Puritan Board Freshman
This is probably a dumb question and one that I swear I know the answer to, but right now I'm drawing a blank. I was recently talking to a guy who is more opposed to classical theism and I think one of his concerns was how exactly we can say that God loves us is He is impassible. If He is eternally unchanging and creatures are contingent, how can His love of complacency by which He delights in us in so far as we grow in holiness therefore increase?

Hope this makes sense. I'm sure I'll wake up tomorrow and realize I missed something obvious. Thanks!
 
Easiest answer I give to such questions: Hidden things. Faith in God's Word. He says He loves us. He says He delights in us. This means something far different and far better than what I mean or experience as love. God is impassible. He is unchanging. His love toward me is more true than anything I think love is, and is it not predicated on anything in me.
 
I love how the hymn puts it:

Great is Thy faithfulness, O God my Father
There is no shadow of turning with Thee
Thou changest not, Thy compassions, they fail not
As Thou hast been, Thou forever will be

Great is Thy faithfulness
Great is Thy faithfulness
Morning by morning new mercies I see
All I have needed Thy hand hath provided
Great is Thy faithfulness, Lord, unto me
 
Easiest answer I give to such questions: Hidden things. Faith in God's Word. He says He loves us. He says He delights in us. This means something far different and far better than what I mean or experience as love. God is impassible. He is unchanging. His love toward me is more true than anything I think love is, and is it not predicated on anything in me.
Hi Dane,

God's love for His own is unchanging. His love has no effect on His impassibility. God is so far above us in every imaginable way that I would have a hard time believing that we could know anything about God with an assurance that that knowledge, though imperfect as to extent, and know with confidence that we have true knowledge. And this knowledge is only available to you as Spirit taught truths written in His Holy Word.

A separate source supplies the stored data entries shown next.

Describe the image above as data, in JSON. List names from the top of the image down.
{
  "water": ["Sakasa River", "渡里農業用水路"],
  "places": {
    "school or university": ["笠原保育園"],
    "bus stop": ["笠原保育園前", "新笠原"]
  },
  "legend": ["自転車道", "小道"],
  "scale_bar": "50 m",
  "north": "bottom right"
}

God can and does "exceedingly above all that we ask or even think." He is, as they say, totally Other.

God's revelation of Himself anthropomorphically, while we continue to believe in God's impassibility, it is good to remember that when he says He gets angry, delights in, hates, answers prayer, turns a deaf ear to prayer at times, He is telling the truth. Why should we think it strange that God can do things that we can neither understand nor do ourselves? He is limitless. I believe we honor God most when we know He is impassible and, at the same time, know that everything He says about loving us, getting angry, etc., is also true in a way that harmonizes with both things. It would be as hard to understand what I mean if I said this person is dead and alive simultaneously. You would think I was crazy.

Consider how God relates to us in the Bible. There are hundreds, if not a thousand, places where God speaks of his emotions toward man. I haven't checked this statement out, but I'm pretty sure I'm correct in saying that 99% of God's interaction with man is according to our nature and understanding–and He expects us to respond accordingly.

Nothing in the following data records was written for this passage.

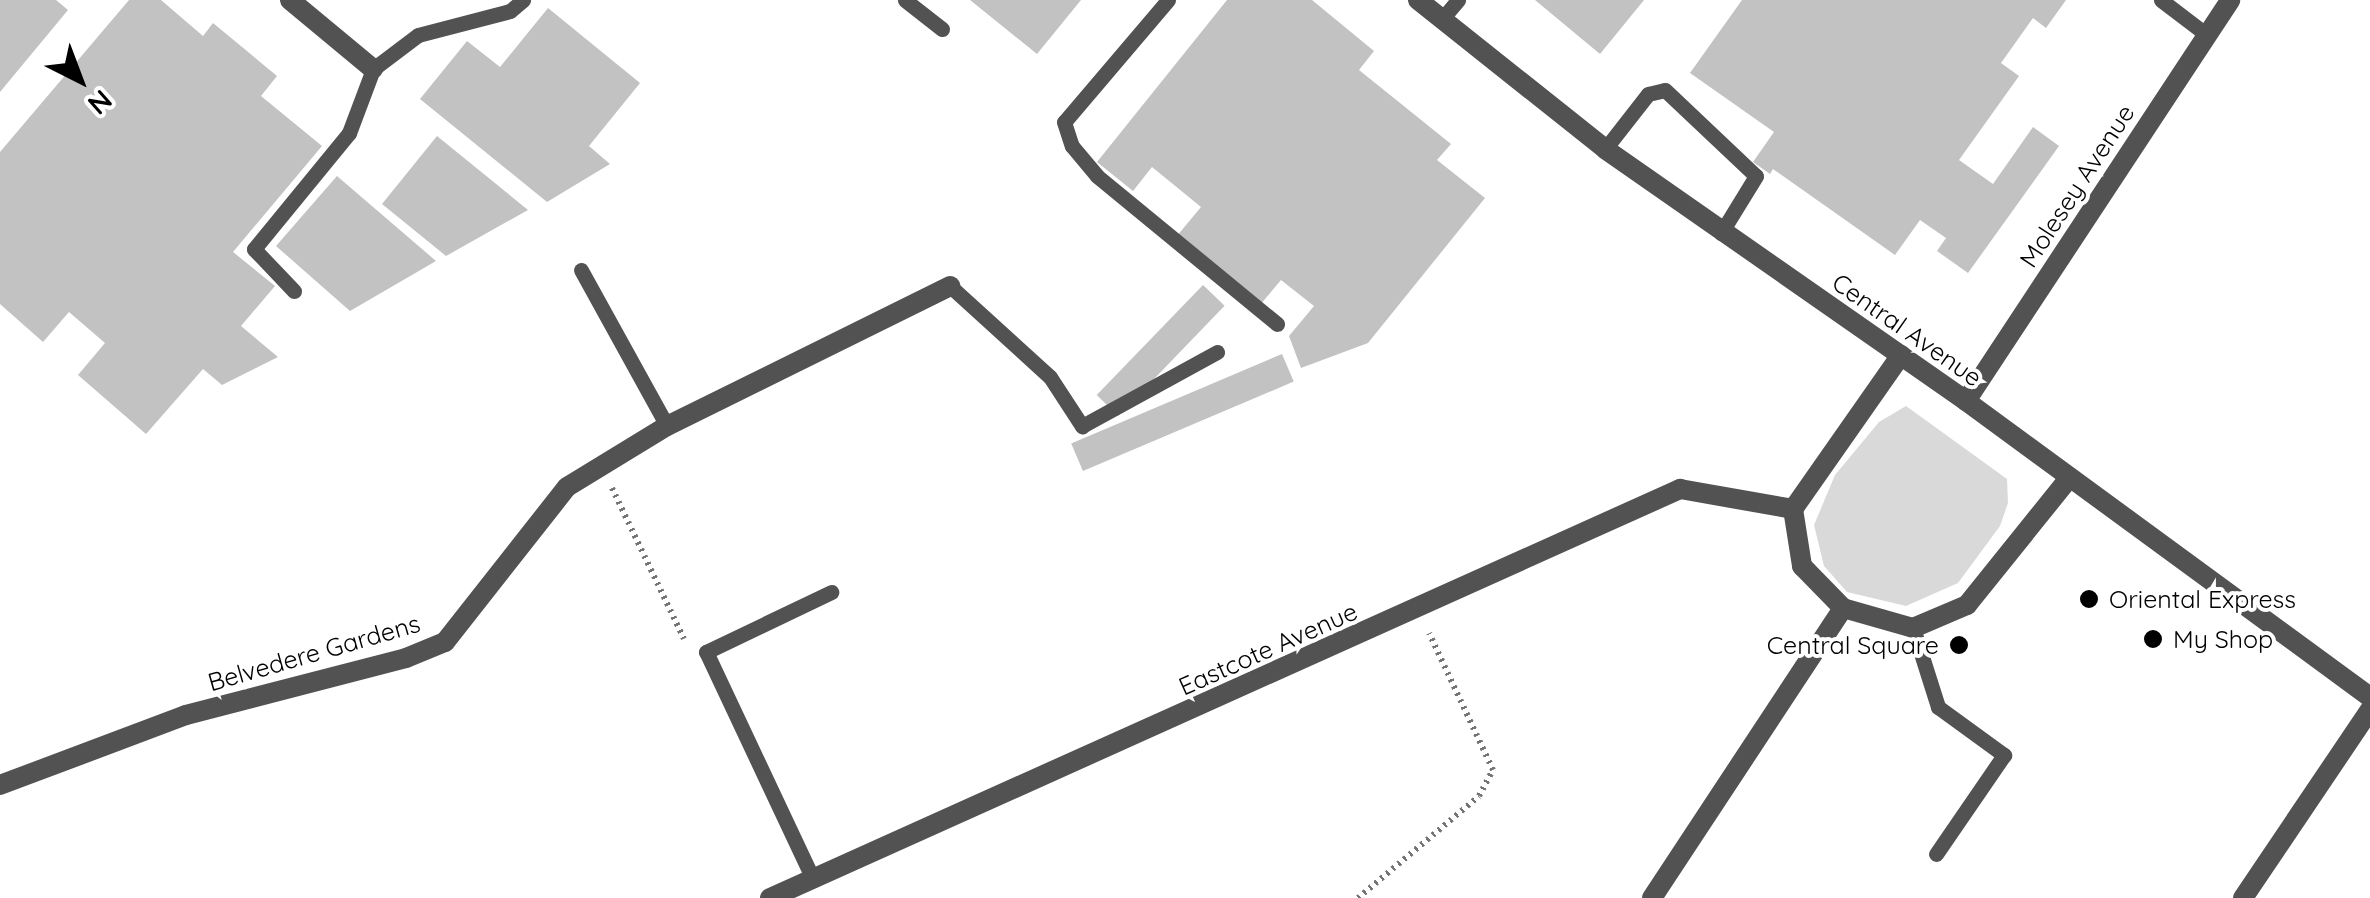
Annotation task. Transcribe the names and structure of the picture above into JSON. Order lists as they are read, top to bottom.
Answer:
{
  "streets": {
    "street": [
      "Molesey Avenue",
      "Central Avenue",
      "Eastcote Avenue",
      "Belvedere Gardens"
    ]
  },
  "crossings": [
    ["Molesey Avenue", "Central Avenue"]
  ],
  "places": ["Oriental Express", "My Shop", "Central Square"],
  "north": "bottom right"
}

Some have gotten this very lopsided and said, "prayer doesn't change anything. How can it be? God never changes." Does prayer change things? It depends on the context, the speaker's clear implications, and your correct inferences. If I were to ask if our prayers change any of God's decrees, a resounding no should come from our mouths. But if I were to ask the more generic, "does prayer change things?" The answer is a resounding yes. Many sound men have written in detail about these two questions. I will stop after stating what is the case.

Jeremiah 9:23-24​
Thus says the Lord: “Let not the wise man boast in his wisdom, let not the mighty man boast in his might, let not the rich man boast in his riches, but let him who boasts boast in this, that he understands and knows me, that I am the Lord who practices steadfast love, justice, and righteousness in the earth. For in these things I delight, declares the Lord.”
Isaiah 66:1-2​
Thus says the Lord: “Heaven is my throne, and the earth is my footstool; what is the house that you would build for me, and what is the place of my rest? All these things my hand has made, and so all these things came to be, declares the Lord. But this is the one to whom I will look: he who is humble and contrite in spirit and trembles at my word.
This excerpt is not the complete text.